タイプ1は1941〜2003年の62年間に2152万9464台が製造されており、旧車の中では個体数が多く、中古市場で探しやすい車種です。ただし個体ごとのコンディション差は非常に大きく、外観は良くてもメカニカルな整備状況がまったく異なるケースも珍しくありません。乗って楽しむことを目的とするなら、まずはできるだけ高年式のものを探すのがおすすめです。最高年式はメキシコ製の2003年モデルとなります。

中古市場の状況 個体数が多く中古購入は比較的容易。ただし状態は個体によって大きく異なる。
購入のポイント 乗るならできるだけ高年式モデルを選ぶのがおすすめ。
最高年式 メキシコ製の2003年モデルが最も新しい。

空冷ビートルを探すときには、フォルクスワーゲンの専門店で相談に乗ってもらうと安心

タイプ1(空冷ビートル)はオークション等でも取り扱いがありますが、全国にVW専門ショップが存在します。タイプ1はフルモデルチェンジこそしていませんが、年式によってデザインや仕様が細かく異なります。また、製造から数十年が経過したクラシックカーであるため、整備状況や消耗部品の状態を見極める知識が必要です。専門店なら年式・仕様の違いを踏まえた説明を受けられるだけでなく、購入後の維持・修理についても相談できる安心感があります。まずは専門店に足を運び、自分が「これだ!」と思える1台を探すのが近道です。

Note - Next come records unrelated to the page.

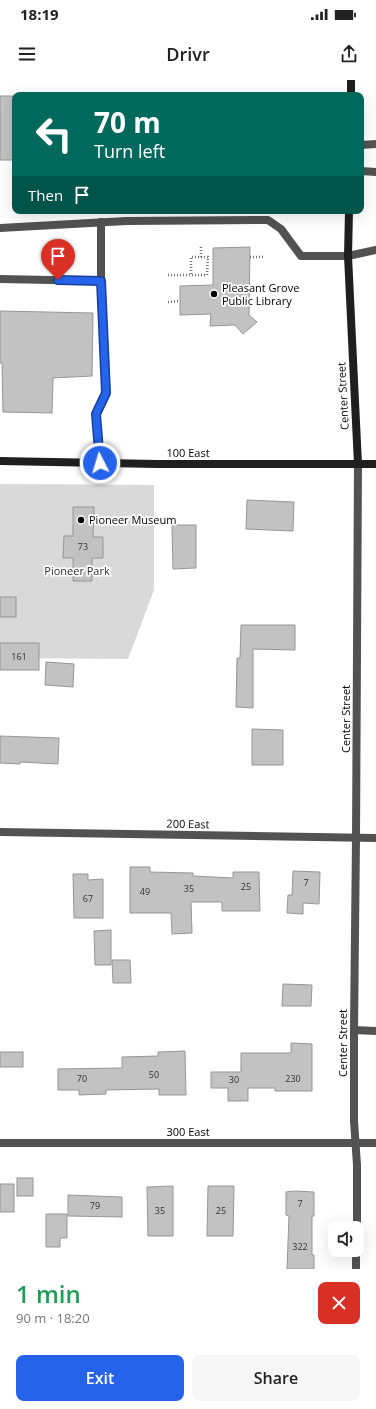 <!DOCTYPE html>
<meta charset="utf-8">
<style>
:root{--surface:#fff;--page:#f6f6f6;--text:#222;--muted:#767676;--accent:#2563eb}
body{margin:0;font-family:"Open Sans",sans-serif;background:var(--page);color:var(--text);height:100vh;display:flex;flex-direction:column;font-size:15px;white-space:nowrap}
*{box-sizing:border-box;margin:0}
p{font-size:13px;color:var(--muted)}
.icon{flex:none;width:22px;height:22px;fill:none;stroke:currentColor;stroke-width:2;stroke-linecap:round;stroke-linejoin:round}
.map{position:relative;height:1189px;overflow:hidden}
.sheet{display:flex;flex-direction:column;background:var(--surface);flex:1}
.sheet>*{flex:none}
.hud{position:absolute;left:12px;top:12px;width:352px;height:122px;border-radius:8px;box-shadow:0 4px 16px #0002;background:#00695c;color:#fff;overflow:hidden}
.tools{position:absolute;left:328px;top:1141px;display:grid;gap:8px}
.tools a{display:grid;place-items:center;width:36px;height:36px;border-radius:8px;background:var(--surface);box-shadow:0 4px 16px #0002;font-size:20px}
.pin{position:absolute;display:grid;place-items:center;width:34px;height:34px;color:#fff;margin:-41px -17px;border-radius:50% 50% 50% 0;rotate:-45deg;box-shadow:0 0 4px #0007}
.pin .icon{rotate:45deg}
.me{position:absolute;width:44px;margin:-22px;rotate:355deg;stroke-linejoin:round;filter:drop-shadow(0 0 3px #0008)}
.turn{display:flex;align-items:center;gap:14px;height:84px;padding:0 16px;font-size:18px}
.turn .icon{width:52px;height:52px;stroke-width:2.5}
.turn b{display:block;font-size:28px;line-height:34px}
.then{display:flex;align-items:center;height:38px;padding:0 16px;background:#0003;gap:8px;font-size:15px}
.round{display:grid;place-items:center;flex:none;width:42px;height:42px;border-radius:8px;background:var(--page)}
.head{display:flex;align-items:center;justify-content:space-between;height:68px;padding:0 16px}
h1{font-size:24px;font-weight:600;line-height:30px;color:#1e9e55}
.cta{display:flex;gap:8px;margin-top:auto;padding:8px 16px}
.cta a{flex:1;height:46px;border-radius:8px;background:var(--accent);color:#fff;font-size:16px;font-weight:600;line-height:46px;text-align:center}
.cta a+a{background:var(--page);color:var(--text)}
.status{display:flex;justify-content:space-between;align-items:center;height:28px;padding:0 20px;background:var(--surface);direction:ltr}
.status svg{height:11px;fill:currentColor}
header{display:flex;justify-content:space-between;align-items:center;height:52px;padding:0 16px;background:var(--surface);font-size:18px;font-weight:600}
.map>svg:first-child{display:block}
.green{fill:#d9d9d9}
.building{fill:#c2c2c2;stroke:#969696}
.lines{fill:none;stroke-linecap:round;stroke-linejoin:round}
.path{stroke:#747474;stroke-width:2.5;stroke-dasharray:1 2;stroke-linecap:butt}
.service{stroke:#525252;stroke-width:8}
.minor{stroke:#525252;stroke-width:8}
.tertiary{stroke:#525252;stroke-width:8}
.secondary{stroke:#1f1f1f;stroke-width:8}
.route-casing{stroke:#184099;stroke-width:10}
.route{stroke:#2563eb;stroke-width:7}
.poi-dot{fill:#000;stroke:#fff;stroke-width:1.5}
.labels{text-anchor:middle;stroke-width:3.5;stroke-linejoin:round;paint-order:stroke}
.number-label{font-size:9px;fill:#303030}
.poi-label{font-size:11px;fill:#000;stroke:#fff;text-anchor:start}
.street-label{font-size:11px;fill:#000;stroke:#fff}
.park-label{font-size:11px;fill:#303030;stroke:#fff}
</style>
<div class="status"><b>18:19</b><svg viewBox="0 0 49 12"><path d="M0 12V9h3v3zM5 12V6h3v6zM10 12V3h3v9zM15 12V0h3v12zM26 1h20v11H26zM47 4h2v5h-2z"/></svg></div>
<header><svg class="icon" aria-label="menu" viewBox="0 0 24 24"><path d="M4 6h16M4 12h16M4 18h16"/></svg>Drivr<svg class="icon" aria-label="share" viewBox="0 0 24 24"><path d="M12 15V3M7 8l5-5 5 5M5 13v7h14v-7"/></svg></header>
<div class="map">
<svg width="376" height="1189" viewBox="0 0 376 1189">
<rect width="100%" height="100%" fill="#fff"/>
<path class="green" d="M 0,404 L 154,405 L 154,510 L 128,579 L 0,578 Z"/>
<g class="building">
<rect x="0" y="16" width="15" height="64"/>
<path d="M 250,167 L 249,235 L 257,242 L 243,254 L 235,245 L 210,246 L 211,234 L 180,235 L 180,206 L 213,205 L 213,168 Z"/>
<path d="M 0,231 L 93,233 L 92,296 L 53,298 L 52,333 L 3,332 L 2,283 L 0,283 Z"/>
<path d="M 247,420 L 294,422 L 293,451 L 246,449 Z"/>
<path d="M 73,427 L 94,427 L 93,457 L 103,457 L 103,478 L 92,478 L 92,501 L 73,501 L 73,478 L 63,478 L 64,456 L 73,456 Z"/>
<path d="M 172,445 L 196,445 L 196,488 L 173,489 Z"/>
<rect x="0" y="517" width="16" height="20"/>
<path d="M 241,545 L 295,545 L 295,570 L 253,569 L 253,628 L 236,627 L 237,578 L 240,578 Z"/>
<rect x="0" y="563" width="39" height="27"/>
<path d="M 46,582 L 74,584 L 73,607 L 45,605 Z"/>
<path d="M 252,649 L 283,650 L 283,685 L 252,685 Z"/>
<path d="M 0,656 L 59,658 L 58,684 L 20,682 L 20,684 L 0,683 Z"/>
<path d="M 130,787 L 150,787 L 150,792 L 193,793 L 193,796 L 233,798 L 233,792 L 259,792 L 260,831 L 222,831 L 222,822 L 191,822 L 192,853 L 172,854 L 171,833 L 130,833 Z"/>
<path d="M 293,791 L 320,792 L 319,824 L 303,823 L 303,834 L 287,833 L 288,815 L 292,815 Z"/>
<path d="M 73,794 L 88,794 L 88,800 L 103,799 L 103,838 L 74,838 Z"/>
<path d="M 111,850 L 111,885 L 95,885 L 94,851 Z"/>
<path d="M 112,880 L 130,880 L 131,903 L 113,903 Z"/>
<path d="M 283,904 L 312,905 L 311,926 L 282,926 Z"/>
<path d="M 291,963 L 312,964 L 312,1011 L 275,1011 L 275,1008 L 248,1008 L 248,1021 L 228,1021 L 228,1008 L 211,1008 L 211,992 L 241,992 L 241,973 L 291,973 Z"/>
<path d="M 185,971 L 186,1015 L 159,1015 L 159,1009 L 106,1010 L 106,1014 L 79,1015 L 79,1010 L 58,1010 L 58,989 L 122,988 L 122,977 L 158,976 L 158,972 Z"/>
<rect x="0" y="972" width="23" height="15"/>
<rect x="17" y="1098" width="16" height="18"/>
<rect x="0" y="1104" width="14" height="28"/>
<path d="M 173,1106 L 173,1156 L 148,1156 L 147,1107 Z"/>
<path d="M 208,1106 L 234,1106 L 233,1156 L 207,1156 Z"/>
<path d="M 295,1111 L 314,1112 L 314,1136 L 312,1136 L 312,1175 L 314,1175 L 314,1189 L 287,1189 L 289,1136 L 286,1135 L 286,1112 Z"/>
<path d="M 68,1115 L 122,1117 L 122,1137 L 68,1136 Z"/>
<path d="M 46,1134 L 67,1134 L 67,1158 L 60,1158 L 60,1167 L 46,1167 Z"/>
</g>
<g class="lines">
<g class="path">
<path d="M 201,167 L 201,177"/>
<path d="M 250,177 L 263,177"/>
<path d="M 168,195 L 207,195 L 208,177 L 191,177 L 191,195"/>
<path d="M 168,222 L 180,221"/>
</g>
<g class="service">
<path d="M 361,65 L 376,64"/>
<path d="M 361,91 L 376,92"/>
<path d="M 101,142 L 101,201"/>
<path d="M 0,148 L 126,141 L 268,140 L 281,149 L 301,176 L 348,176 L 376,170"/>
<path d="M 0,199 L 101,201 L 106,313 L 96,334 L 100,383"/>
<path d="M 354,950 L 376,951"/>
</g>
<path class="minor" d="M 0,752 L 376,758"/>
<g class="tertiary">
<path d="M 0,1063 L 376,1063"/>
<path d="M 357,1148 L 357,1085 L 354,1041 L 354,950 L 356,758 L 358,384"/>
<path d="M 356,1189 L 356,1170"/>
</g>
<g class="secondary">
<path d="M 351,15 L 351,0"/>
<path d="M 349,131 L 348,176 L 358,384"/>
<path d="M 0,381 L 157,384 L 376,384"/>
</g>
</g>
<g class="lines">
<defs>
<path id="route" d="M 58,200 L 101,201 L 106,313 L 96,334 L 100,383"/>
</defs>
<use href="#route" class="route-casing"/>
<use href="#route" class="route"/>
</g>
<g class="poi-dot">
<circle cx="214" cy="214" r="4"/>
<circle cx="81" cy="440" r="4"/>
</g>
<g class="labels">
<g class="number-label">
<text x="83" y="470">73</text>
<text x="19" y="580">161</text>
<text x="306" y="806">7</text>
<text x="246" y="810">25</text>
<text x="189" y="812">35</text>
<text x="145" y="815">49</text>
<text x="88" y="822">67</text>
<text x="154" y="998">50</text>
<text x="82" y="1002">70</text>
<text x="293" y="1002">230</text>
<text x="234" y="1003">30</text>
<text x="300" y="1127">7</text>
<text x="95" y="1129">79</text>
<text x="160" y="1134">35</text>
<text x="221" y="1134">25</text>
<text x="300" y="1170">322</text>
</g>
<g class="poi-label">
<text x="222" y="212">Pleasant Grove<tspan x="222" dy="13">Public Library</tspan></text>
<text x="89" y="444">Pioneer Museum</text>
</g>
<g class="street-label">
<text transform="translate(343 316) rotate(-93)" y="4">Center Street</text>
<text x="188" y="377">100 East</text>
<text transform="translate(346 639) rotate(-90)" y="4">Center Street</text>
<text transform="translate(188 744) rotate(1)" y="4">200 East</text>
<text transform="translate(343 963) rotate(-90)" y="4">Center Street</text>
<text x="188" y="1056">300 East</text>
</g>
<g class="park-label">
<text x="77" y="495">Pioneer Park</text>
</g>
</g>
</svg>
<div class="tools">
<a><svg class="icon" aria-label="sound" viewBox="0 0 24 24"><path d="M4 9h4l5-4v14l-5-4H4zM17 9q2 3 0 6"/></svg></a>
</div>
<div class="pin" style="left:58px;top:200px;background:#d93025"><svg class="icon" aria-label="arrive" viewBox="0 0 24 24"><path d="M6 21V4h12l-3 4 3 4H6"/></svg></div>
<svg class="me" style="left:100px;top:383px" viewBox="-20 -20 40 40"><circle r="17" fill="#2563eb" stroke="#fff" stroke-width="3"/><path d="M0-11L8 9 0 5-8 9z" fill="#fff"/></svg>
<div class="hud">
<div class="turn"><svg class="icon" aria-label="left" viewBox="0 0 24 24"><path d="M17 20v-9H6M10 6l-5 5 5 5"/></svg><div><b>70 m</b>Turn left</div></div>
<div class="then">Then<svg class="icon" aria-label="arrive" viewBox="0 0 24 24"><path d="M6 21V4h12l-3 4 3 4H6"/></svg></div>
</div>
</div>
<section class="sheet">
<div class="head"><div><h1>1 min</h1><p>90 m · 18:20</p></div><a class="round" style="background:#d93025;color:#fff"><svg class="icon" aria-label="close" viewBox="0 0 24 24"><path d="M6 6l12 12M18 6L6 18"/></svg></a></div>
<div class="cta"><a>Exit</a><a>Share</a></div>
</section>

専門店での購入 年式・仕様の違いや整備状況を踏まえたアドバイスが受けられる。
維持・修理 構造がシンプルで補修パーツも入手しやすい。専門店なら購入後のサポートも期待できる。

フォルクスワーゲンタイプ1はまさに歴史に名前を刻んだ伝説的な大衆車!

フォルクスワーゲンタイプ1

フォルクスワーゲンタイプ1は、「ビートル」と呼ばれる愛らしいデザイン、空冷エンジン独特のサウンドとフィーリングなど、現代にも通じる魅力に溢れたクルマです。タイプ1の製造はすでに終了し、後継のザ・ビートルも2019年7月をもって生産終了となりました。しかし、自動車の歴史に名前を刻んだことは揺るぎない事実です。映画やドラマ、そして街でも、まだまだ元気に走るビートルの姿を見かける機会はあるはずです。